- [What to work on]
Find the number of lines containing the string "rotate" in the data. Answer with the number by itself.

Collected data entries
*** Begin section ***
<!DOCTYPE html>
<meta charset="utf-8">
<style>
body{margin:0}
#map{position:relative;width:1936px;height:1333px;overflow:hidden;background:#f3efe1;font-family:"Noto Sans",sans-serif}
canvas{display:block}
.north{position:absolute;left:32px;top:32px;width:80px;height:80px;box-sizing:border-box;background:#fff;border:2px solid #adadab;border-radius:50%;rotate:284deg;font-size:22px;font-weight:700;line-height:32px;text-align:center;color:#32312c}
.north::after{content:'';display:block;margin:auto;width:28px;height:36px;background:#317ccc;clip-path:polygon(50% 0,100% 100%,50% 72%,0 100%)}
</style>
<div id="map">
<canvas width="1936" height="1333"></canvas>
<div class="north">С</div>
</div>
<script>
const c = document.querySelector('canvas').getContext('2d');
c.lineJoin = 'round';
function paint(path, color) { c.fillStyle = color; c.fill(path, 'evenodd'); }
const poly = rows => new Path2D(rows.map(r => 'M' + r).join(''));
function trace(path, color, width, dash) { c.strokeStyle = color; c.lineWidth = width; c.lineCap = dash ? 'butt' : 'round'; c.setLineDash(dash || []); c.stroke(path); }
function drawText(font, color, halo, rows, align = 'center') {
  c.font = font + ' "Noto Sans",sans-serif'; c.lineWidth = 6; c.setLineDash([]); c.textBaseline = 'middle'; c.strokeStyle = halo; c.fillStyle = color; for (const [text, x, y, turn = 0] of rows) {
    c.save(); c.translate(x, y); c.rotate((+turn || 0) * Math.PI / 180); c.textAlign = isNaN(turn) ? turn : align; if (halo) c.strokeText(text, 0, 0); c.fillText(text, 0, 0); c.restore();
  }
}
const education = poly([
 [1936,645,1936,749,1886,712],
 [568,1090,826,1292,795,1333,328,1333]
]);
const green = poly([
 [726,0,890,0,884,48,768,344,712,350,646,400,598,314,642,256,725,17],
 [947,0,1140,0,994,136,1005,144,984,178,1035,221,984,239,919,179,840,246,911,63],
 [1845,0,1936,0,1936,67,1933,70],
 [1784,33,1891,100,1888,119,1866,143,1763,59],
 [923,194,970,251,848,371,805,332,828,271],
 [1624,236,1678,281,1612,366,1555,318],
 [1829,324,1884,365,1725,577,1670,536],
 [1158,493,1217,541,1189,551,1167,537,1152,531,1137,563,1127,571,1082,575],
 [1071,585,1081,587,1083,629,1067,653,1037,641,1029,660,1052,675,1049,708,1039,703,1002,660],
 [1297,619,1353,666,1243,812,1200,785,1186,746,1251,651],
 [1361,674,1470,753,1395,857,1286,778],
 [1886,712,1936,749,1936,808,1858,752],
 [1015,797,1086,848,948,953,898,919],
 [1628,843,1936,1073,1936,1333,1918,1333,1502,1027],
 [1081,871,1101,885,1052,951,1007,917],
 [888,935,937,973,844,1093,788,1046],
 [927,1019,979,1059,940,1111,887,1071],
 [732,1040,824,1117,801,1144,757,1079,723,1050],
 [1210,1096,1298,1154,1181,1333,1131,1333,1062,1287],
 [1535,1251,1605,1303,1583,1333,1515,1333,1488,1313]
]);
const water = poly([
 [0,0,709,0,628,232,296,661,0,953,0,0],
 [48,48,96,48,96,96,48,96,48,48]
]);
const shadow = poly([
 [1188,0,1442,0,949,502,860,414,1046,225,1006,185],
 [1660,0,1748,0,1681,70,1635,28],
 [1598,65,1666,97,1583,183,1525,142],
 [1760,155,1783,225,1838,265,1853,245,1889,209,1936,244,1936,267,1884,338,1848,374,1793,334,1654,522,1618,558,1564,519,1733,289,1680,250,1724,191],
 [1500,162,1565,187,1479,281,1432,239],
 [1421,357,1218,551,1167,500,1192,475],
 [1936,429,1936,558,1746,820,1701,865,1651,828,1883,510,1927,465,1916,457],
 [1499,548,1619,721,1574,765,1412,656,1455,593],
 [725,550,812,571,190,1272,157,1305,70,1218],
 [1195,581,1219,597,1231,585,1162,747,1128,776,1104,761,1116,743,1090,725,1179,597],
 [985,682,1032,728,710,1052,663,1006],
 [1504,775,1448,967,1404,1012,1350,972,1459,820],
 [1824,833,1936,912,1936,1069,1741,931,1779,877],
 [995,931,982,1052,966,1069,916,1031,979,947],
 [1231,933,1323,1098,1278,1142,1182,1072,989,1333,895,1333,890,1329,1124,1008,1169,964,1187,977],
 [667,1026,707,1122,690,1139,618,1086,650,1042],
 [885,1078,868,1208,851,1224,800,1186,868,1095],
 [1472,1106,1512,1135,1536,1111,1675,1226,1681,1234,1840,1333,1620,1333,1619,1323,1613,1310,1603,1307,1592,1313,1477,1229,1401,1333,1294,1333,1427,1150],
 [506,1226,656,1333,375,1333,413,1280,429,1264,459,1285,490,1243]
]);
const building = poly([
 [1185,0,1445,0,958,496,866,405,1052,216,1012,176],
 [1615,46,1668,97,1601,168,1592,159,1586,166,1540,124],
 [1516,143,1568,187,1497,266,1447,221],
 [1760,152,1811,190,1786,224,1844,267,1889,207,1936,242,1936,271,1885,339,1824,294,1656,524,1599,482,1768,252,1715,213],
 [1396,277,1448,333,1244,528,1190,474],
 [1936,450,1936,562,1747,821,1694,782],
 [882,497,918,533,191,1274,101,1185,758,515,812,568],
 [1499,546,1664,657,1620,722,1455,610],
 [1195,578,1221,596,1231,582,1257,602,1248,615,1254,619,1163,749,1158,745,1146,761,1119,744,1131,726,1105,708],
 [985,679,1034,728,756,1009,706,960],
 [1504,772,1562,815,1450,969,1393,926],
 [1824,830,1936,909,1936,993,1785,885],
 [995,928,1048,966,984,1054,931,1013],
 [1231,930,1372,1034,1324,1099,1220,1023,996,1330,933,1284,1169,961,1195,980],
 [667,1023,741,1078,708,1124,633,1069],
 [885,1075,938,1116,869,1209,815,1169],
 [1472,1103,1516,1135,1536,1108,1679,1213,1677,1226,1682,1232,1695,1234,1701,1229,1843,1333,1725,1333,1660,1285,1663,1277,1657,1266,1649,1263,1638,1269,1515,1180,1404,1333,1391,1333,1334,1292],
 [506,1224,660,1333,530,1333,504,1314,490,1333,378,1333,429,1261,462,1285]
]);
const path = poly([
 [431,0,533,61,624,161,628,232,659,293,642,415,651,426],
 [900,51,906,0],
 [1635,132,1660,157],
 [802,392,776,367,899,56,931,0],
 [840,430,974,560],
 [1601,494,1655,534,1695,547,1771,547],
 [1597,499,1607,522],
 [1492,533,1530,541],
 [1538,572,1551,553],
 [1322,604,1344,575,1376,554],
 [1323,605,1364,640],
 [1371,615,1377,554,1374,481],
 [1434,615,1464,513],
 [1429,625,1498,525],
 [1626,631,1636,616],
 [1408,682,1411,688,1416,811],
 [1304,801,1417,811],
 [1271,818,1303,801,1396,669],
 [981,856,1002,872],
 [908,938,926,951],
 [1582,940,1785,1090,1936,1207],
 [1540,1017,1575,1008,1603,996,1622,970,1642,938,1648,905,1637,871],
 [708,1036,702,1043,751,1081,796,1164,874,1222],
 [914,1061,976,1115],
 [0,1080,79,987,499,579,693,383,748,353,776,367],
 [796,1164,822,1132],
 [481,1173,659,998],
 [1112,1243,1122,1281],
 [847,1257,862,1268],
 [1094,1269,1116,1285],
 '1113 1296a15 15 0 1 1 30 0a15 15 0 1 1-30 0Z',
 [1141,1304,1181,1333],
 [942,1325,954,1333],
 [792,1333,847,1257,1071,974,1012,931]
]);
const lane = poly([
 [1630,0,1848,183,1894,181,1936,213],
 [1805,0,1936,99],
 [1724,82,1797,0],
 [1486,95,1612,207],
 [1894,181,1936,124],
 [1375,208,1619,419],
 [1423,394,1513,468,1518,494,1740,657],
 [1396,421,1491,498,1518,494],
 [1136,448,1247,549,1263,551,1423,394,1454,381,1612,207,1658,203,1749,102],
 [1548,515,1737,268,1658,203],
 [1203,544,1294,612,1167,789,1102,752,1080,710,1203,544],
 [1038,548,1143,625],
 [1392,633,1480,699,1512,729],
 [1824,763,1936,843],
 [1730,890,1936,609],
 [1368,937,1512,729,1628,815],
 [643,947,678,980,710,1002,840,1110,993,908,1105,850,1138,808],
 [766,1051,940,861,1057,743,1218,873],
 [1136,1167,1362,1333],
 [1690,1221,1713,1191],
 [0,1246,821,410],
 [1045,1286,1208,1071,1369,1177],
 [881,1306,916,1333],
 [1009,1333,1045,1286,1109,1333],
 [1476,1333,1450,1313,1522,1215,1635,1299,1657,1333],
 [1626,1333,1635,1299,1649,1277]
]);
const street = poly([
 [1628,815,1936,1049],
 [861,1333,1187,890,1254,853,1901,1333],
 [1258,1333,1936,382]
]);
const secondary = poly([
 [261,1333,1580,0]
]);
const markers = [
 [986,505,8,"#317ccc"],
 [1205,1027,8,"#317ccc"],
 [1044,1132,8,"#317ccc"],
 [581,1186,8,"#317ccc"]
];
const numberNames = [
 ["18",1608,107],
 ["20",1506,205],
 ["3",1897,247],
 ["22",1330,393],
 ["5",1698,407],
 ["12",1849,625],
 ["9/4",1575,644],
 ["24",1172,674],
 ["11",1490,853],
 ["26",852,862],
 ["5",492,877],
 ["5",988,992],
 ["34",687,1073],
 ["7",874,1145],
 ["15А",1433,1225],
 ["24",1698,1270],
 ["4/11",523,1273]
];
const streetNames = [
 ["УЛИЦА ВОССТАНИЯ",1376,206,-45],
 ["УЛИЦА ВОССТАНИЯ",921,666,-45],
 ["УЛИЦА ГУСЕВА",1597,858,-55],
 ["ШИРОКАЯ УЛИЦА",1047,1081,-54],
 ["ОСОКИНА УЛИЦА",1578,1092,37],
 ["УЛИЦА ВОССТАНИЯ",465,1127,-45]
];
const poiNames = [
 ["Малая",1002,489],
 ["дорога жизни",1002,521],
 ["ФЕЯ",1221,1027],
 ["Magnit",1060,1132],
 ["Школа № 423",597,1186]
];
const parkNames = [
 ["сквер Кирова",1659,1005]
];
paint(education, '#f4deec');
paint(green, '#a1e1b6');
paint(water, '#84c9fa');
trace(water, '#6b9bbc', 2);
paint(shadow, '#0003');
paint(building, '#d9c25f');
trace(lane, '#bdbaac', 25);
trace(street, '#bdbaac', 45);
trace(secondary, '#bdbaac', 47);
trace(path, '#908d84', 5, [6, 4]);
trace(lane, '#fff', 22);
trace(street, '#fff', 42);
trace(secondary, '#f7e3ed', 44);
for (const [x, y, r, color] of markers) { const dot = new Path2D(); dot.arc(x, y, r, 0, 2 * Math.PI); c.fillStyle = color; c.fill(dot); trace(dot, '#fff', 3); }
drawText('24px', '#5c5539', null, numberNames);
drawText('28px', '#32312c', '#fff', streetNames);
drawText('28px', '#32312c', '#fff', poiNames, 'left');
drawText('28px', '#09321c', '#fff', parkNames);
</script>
*** End section ***
- [The answer]
2